Trials of the effect of ovarian ablation were also considered in the third cycle of the EBCTCG (EBCTCG 1996). Many of these trials began before 1980, and so 15 years of follow-up were available for analysis. Among the 1354 women aged 50 or over when randomized, there was no significant improvement of ovarian ablation on survival, as in the results obtained in the second cycle. However, among the 2102 women aged 50 or under when randomized, 15-year survival was highly significantly improved among those allocated ovarian ablation—52.4% versus 46.1%, so 6.3% (2.3%) fewer deaths per 100 women treated—and the benefit was significant both for node-positive and for node-negative disease. In the trials of ablation plus cytotoxic chemotherapy versus the same chemotherapy alone, the benefit of ablation appeared smaller than in the trials in the absence of chemotherapy, and although there was no significant heterogeneity between these two subgroups, the benefit of ovarian ablation on survival was not significant when the trials in which both arms had received chemotherapy were considered on their own. It was concluded that further randomized evidence was needed on the additional effect of ovarian ablation in the presence of other adjuvant treatments and also on the relevance of hormone receptor measurements, which were only available for four of the 12 trials.
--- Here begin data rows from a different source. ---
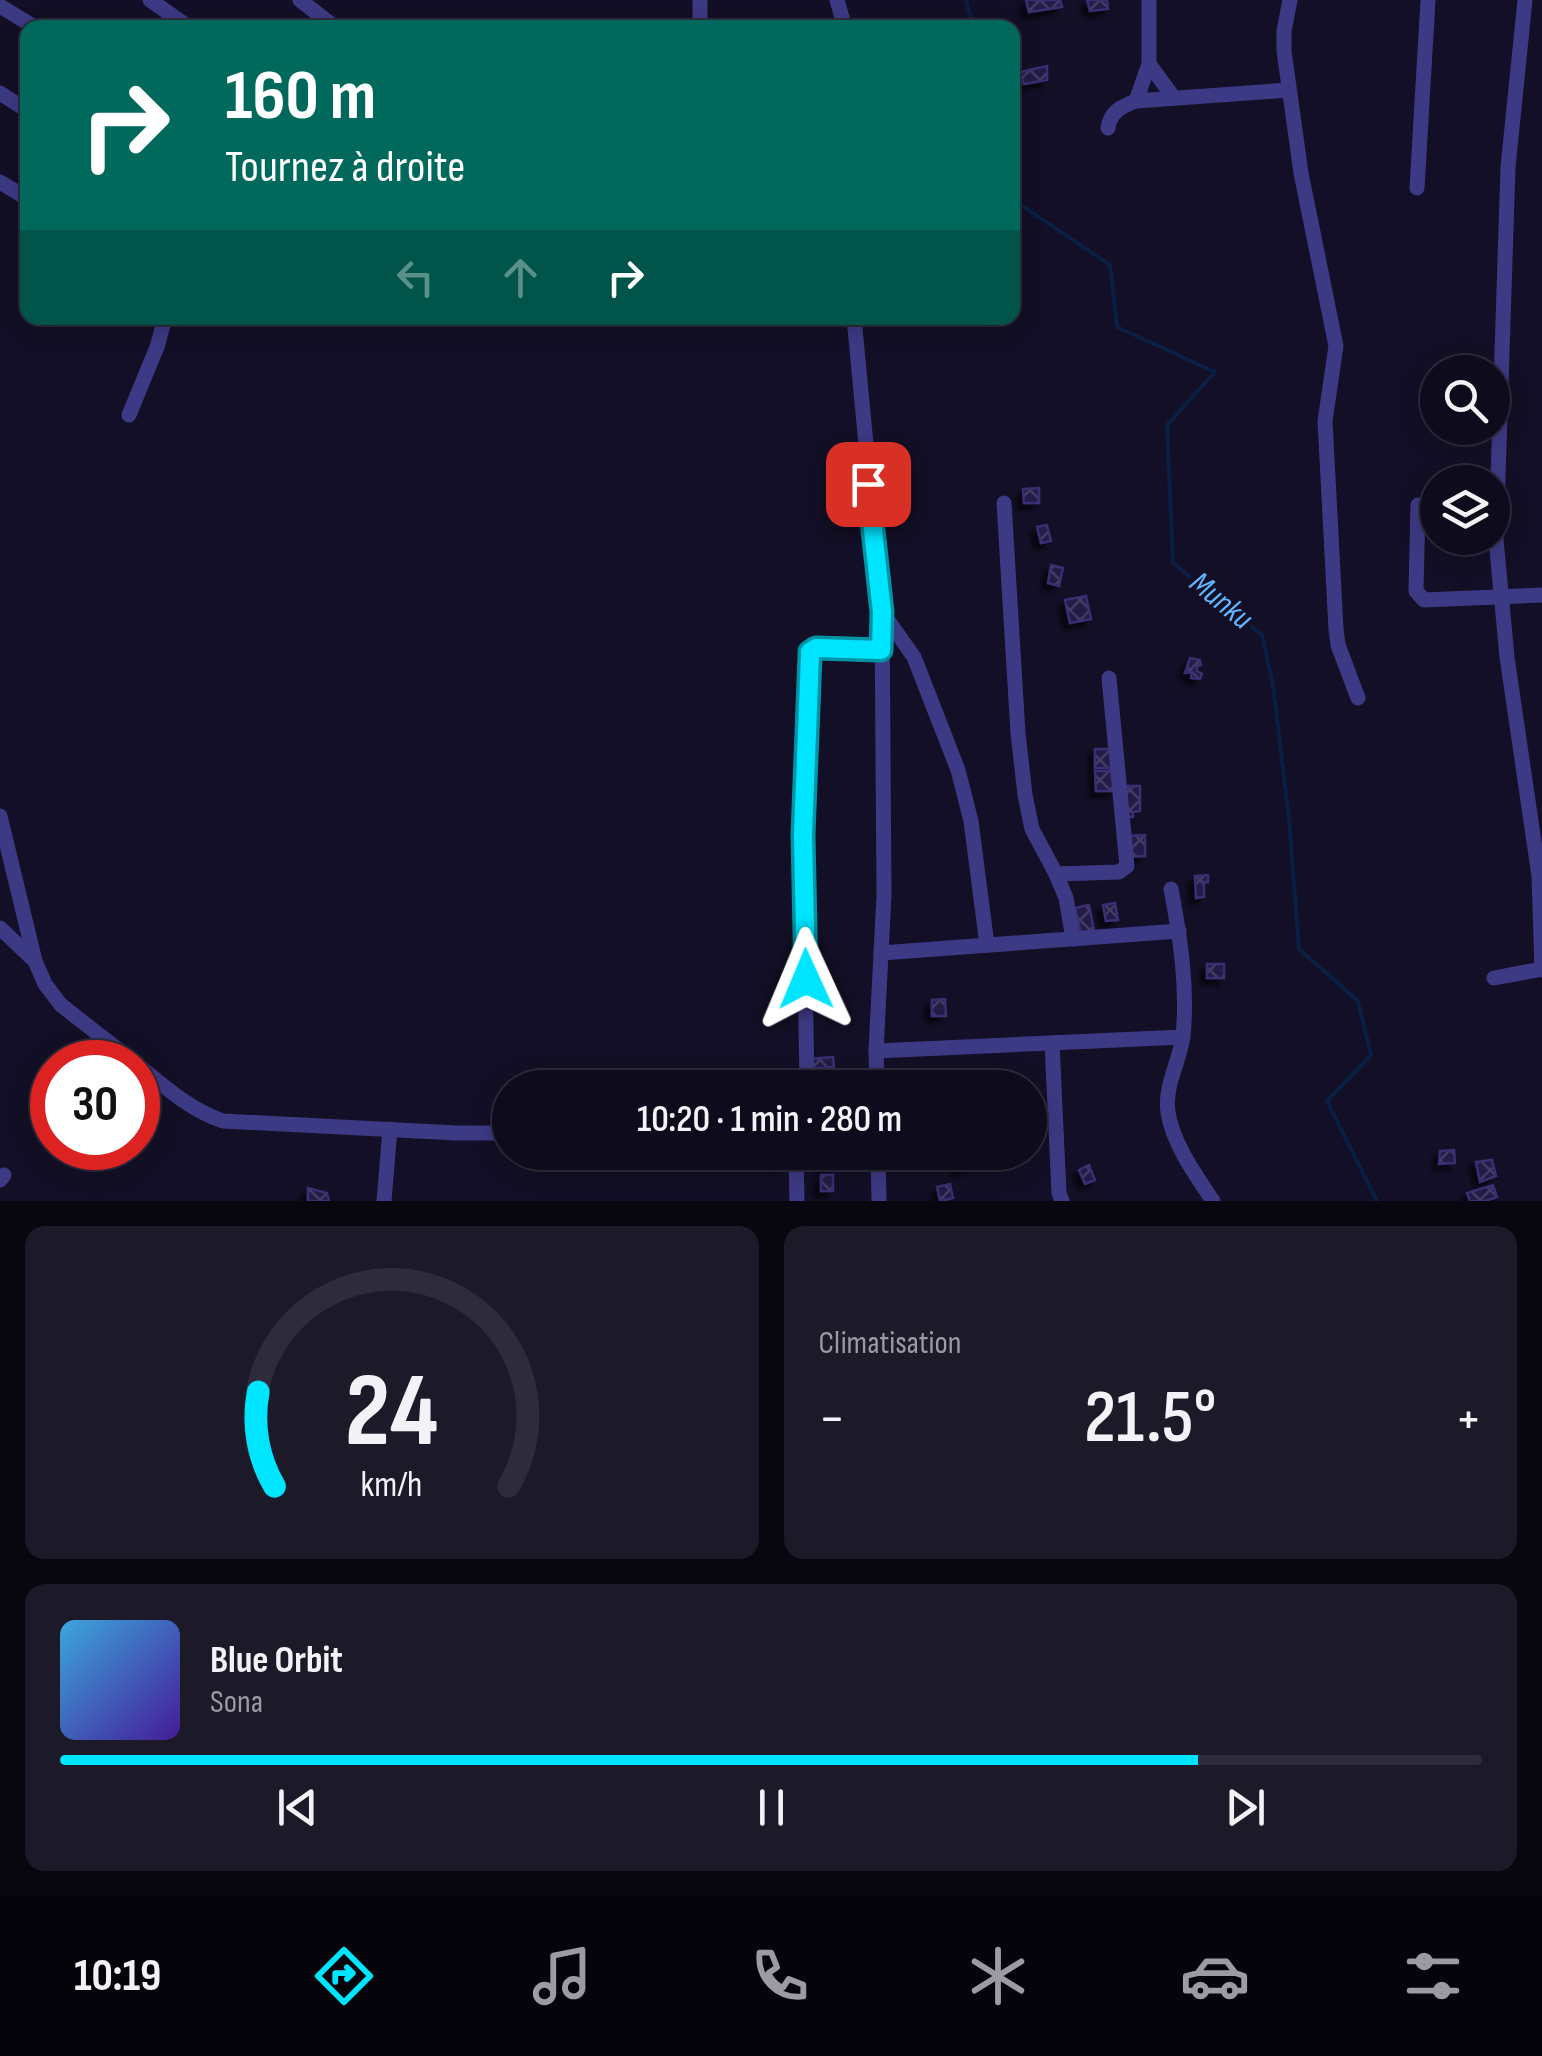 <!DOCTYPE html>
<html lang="fr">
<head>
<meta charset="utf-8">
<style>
	:root { --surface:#0e0b1c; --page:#1c1929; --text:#f1f3f6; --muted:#9b9ba3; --line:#2e2b3b; --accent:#00e5ff }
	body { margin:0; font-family:"Sofia Sans Condensed",sans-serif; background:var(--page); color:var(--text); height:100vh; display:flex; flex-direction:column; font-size:38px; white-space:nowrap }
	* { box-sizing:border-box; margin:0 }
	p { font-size:32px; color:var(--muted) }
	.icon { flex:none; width:55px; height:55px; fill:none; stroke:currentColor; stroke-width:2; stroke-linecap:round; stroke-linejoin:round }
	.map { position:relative; height:1201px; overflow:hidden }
	.drawer { display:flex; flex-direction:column; gap:25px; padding:25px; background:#08060f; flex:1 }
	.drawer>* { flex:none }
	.top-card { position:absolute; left:20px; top:20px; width:1000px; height:305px; border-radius:20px; box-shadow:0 5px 25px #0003,0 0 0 2px var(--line); background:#00695c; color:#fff; overflow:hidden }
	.controls { position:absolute; left:1420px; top:355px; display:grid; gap:20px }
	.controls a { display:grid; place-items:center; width:90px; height:90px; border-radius:50%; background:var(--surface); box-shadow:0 5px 25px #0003,0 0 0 2px var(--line); font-size:50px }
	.speed { position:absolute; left:30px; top:1040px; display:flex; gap:20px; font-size:50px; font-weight:700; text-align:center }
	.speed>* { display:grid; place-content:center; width:130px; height:130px; border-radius:50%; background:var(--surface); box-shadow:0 5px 25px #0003,0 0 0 2px var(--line); line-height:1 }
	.speed .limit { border:15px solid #d22; background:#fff; color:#111 }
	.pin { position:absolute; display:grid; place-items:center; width:85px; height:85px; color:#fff; margin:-42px; border-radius:20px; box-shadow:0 5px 15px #0006 }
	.me { position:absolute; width:110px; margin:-55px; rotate:359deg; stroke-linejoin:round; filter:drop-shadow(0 0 8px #0008) }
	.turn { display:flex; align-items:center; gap:35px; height:210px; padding:0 40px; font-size:45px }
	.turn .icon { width:130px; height:130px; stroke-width:2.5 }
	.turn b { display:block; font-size:70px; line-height:85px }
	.lanes { display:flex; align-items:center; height:95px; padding:0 40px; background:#0003; justify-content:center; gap:50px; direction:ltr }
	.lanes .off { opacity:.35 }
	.big { font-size:75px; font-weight:600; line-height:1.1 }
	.drawer .tile { flex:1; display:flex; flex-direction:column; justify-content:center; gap:15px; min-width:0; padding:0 35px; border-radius:20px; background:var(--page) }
	.drawer .dial { align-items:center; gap:0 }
	.dial svg { height:260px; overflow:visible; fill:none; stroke:var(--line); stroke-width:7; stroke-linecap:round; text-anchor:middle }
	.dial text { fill:var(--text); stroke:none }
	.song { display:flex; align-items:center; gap:30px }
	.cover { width:120px; height:120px; border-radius:15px; background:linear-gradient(135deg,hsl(200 70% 55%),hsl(260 70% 35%)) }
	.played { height:10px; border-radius:5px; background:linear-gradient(90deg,var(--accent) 80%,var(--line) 80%) }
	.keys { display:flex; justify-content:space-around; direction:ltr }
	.heat { display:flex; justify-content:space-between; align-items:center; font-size:55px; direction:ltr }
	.drawer .tiles { flex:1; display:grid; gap:25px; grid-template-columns:1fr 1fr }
	.tile:last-child { grid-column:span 2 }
	.trip { position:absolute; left:492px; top:1070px; width:555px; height:100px; border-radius:50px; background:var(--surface); box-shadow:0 5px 25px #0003,0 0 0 2px var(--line); font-weight:600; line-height:100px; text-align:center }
	.tab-bar { display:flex; height:160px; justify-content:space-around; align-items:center; background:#06040b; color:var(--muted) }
	.tab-bar .icon { width:70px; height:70px }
	.tab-bar .active { color:var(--accent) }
	.tab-bar b { font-size:45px; color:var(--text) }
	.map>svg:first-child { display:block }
</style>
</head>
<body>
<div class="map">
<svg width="1542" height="1201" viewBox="0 0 1542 1201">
	<defs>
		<pattern id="building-cross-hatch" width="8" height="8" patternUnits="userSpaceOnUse" patternTransform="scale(2.5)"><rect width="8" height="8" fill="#241b47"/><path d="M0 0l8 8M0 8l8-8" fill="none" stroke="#433b63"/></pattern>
		<filter id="shadow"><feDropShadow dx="-6" dy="6" stdDeviation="2.5" flood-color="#0009"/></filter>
	</defs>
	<rect width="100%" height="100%" fill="#130f26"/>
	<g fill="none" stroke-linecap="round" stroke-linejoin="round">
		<g stroke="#0a1f44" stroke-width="4">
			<path d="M966,0L974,28"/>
			<path d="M1012,199L1110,265L1117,327L1215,372L1167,425L1173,563L1262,635L1273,685L1289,819L1299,949L1358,1001L1371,1055L1327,1101L1377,1201"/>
		</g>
	</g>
	<g fill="url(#building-cross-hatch)" stroke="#3b2d73" stroke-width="2.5" filter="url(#shadow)">
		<path d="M1026,0H1060L1062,7L1029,12Z"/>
		<path d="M1087,0H1107L1108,9L1090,11Z"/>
		<path d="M1047,66V80L1024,84L1020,72Z"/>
		<path d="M1039,488V503H1024L1023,489Z"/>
		<path d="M1047,525L1051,541L1041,543L1037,527Z"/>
		<path d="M1051,565L1063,568L1059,586L1048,583Z"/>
		<path d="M1086,596L1091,619L1070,623L1065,600Z"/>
		<path d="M1190,658L1200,660L1201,665L1197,666V671L1202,674L1200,679L1191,678L1192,672L1185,673Z"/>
		<rect x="1095" y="749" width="20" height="19"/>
		<path d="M1095,771H1115L1116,791H1096Z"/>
		<path d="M1126,786H1140V811L1133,812V817H1126Z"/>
		<path d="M1145,835V856L1129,857L1128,836Z"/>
		<path d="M1208,875V882H1204V897L1196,898L1195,876Z"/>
		<path d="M1115,903L1118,920L1106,921L1103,905Z"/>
		<path d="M1089,905L1094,930L1081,933L1075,908Z"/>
		<rect x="1207" y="964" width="17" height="14"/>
		<path d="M945,999L946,1016H932V1000Z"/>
		<path d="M833,1057L834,1067L810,1069L809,1059Z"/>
		<path d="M1454,1150L1455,1163L1439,1164L1440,1151Z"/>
		<rect x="774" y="1152" width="14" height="13"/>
		<path d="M978,1153L981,1163L959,1170L956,1160Z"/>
		<path d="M834,1154L835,1167L823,1169L822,1155Z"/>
		<path d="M1492,1160L1496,1176L1480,1182L1476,1162Z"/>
		<path d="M1089,1165L1095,1180L1085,1184L1079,1170Z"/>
		<rect x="821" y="1175" width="12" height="16"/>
		<path d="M950,1184L953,1198L940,1201L937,1187Z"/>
		<path d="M1493,1185L1497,1197L1485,1201H1470L1467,1193Z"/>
		<path d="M308,1188L327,1193L329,1201H308Z"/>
	</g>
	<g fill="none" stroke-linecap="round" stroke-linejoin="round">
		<g stroke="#3d3a85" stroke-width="15">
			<path d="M150,0L190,28"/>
			<path d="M300,0L336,28"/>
			<path d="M837,0L845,28"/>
			<path d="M1149,0V64L1174,98"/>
			<path d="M1290,0L1284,31V51L1301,173L1336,346L1325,421L1336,629L1338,645L1358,698"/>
			<path d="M1525,0L1508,167L1496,539L1507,657L1539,876L1542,970"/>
			<path d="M0,6L36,28"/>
			<path d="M700,28V0"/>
			<path d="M0,93L28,111"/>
			<path d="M1136,101L1149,64"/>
			<path d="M1108,128C1110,112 1122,106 1136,101L1289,90"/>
			<path d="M0,182L28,199"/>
			<path d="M1417,188L1428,0"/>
			<path d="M854,318L882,612L884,895L876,1051L877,1088"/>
			<path d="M129,415L157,347L165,318"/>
			<path d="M1004,503L1018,733L1025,795L1032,829L1056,874L1066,898L1073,939"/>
			<path d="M1418,505L1416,591L1424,600L1542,595"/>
			<path d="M882,612L914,657L958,770L971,821L987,945"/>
			<path d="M0,816L35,961L45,984L61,1005L134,1062"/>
			<path d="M1056,874L1119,872L1127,866L1109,678"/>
			<path d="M1171,889C1180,936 1188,987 1183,1036C1180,1061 1164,1086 1168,1112C1172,1142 1196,1176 1213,1201"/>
			<path d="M0,928L35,961"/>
			<path d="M881,953L1179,931"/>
			<path d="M1494,978L1542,969"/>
			<path d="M1052,1043L1059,1193L1062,1201"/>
			<path d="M876,1051L1183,1037"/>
			<path d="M138,1065C165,1087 190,1110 223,1121L456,1133H510"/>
			<path d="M807,1088L803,834L810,656L811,652L816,648L881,650"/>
			<path d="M796,1152L797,1201"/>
			<path d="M878,1152L879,1201"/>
			<path d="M0,1180L4,1175"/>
			<path d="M384,1201L390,1129"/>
		</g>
	</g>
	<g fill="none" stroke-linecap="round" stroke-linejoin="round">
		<g stroke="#0095a6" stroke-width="25">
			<path id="route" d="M806,979L803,834L810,656V652L816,648L881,650L882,612L868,484"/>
		</g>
		<use href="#route" stroke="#00e5ff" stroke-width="18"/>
	</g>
	<g text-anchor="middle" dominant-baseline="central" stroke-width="10" stroke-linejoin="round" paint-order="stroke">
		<g font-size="32" font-style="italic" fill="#62b6ff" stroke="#130f26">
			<text transform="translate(1221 601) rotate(39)">Munku</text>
		</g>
	</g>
</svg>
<div class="controls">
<a><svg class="icon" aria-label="search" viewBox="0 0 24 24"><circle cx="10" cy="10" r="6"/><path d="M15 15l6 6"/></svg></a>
<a><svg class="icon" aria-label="layers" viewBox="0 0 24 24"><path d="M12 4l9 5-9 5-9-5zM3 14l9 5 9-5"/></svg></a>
</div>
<div class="speed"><div class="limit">30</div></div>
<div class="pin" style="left:868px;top:484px;background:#d93025"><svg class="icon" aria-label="arrive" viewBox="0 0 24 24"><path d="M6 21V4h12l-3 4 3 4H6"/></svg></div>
<svg class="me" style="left:806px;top:979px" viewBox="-20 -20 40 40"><path d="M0-17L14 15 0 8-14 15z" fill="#00e5ff" stroke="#fff" stroke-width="4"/></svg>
<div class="trip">10:20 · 1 min · 280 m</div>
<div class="top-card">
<div class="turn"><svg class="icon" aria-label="right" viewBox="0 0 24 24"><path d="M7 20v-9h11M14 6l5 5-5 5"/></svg><div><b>160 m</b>Tournez à droite</div></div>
<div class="lanes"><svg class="icon off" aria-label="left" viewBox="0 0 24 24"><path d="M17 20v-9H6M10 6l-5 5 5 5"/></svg><svg class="icon off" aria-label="ahead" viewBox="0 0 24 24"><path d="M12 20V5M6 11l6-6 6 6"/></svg><svg class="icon" aria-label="right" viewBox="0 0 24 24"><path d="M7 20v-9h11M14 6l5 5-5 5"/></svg></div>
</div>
</div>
<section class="drawer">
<div class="tiles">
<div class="tile dial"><svg viewBox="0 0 100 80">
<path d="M14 69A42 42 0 1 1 86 69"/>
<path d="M14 69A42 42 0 0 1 9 40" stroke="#00e5ff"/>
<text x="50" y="56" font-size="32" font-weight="700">24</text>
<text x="50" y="72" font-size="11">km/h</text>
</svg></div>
<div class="tile"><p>Climatisation</p>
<div class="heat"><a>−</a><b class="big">21.5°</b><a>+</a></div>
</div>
<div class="tile">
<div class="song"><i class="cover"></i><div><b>Blue Orbit</b><p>Sona</p></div></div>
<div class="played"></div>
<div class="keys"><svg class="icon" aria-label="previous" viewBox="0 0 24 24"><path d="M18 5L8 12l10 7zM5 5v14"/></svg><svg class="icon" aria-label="pause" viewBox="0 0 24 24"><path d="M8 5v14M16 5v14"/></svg><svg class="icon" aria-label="next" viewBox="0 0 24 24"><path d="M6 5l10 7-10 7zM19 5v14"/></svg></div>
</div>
</div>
</section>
<nav class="tab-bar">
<b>10:19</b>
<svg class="icon active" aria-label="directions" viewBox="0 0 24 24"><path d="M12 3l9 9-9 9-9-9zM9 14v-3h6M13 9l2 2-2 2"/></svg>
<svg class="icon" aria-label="music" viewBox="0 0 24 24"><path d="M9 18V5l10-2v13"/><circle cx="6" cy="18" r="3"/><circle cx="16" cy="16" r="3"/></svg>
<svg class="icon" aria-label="phone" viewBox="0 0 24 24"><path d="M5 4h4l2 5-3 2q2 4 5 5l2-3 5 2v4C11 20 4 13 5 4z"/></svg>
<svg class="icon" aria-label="climate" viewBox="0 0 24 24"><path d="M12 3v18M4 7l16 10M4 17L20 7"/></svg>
<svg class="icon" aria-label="car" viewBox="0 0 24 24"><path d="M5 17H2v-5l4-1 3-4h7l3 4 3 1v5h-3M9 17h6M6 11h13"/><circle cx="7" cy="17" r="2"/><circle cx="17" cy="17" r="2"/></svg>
<svg class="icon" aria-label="filters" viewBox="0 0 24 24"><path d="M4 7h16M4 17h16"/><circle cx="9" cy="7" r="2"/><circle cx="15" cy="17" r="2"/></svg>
</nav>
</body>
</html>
Many of the trials comparing radiotherapy plus surgery with the same type of surgery alone started even earlier than the trials of ovarian ablation. Therefore, in the third cycle of the EBCTCG, it was possible to examine the impact of radiotherapy at both ten and at twenty years (EBCTCG 2000). Data were available for a total of 40 trials, involving 20,000 women, half with node-positive disease. In these trials the radiotherapy fields included not only chest wall or residual breast, but also the axillary, supraclavicular, and internal mammary chain lymph nodes. Breast cancer mortality was reduced in the women who had received radiotherapy (p = 0.0001) but mortality from certain other causes, in particular cardiovascular disease, was increased, and overall 20-year survival was 37.1% with radiotherapy versus 35.9% without (p = 0.06). Nodal status, age and decade of follow-up strongly affected the ratio of breast cancer mortality to other mortality, and hence affected the ratio of absolute benefit to absolute hazard. It was estimated that, without the long-term hazard, radiotherapy would have produced an absolute increase in 20-year survival of about 2–4%, except for women at particularly low risk of local recurrence. The average hazard seen in these trials would, however, reduce this 20-year survival benefit in young women and reverse it in older women.

Until recently, it had been thought that an increased risk of cardiovascular disease occurred only following substantial doses of radiation, and improvements in radiotherapy techniques for breast cancer in recent years have tended to reduce radiation doses to the heart. However, there is now mounting evidence that doses that have traditionally been regarded by clinical oncologists as unimportant in terms of cardiovascular risk may, in fact, carry an appreciable long-term risk. The main evidence for this comes from the follow-up studies of the survivors of the atomic bombings of Hiroshima and Nagasaki, where significant dose-response relationships for heart disease and for stroke have been reported following whole body uniform doses (Preston et al. 2003). These data also suggest that if there is a threshold dose for non-cancer disease mortality then it cannot be greater than about 0.5 Gy and this suggests that, even with modern radiotherapy techniques, some cardiovascular risk may well remain. Further research is now being carried out, using data from cancer registries (Darby et al. 2003) together with detailed dosimetry data, to characterize more precisely the cardiovascular risk from radiotherapy for breast cancer.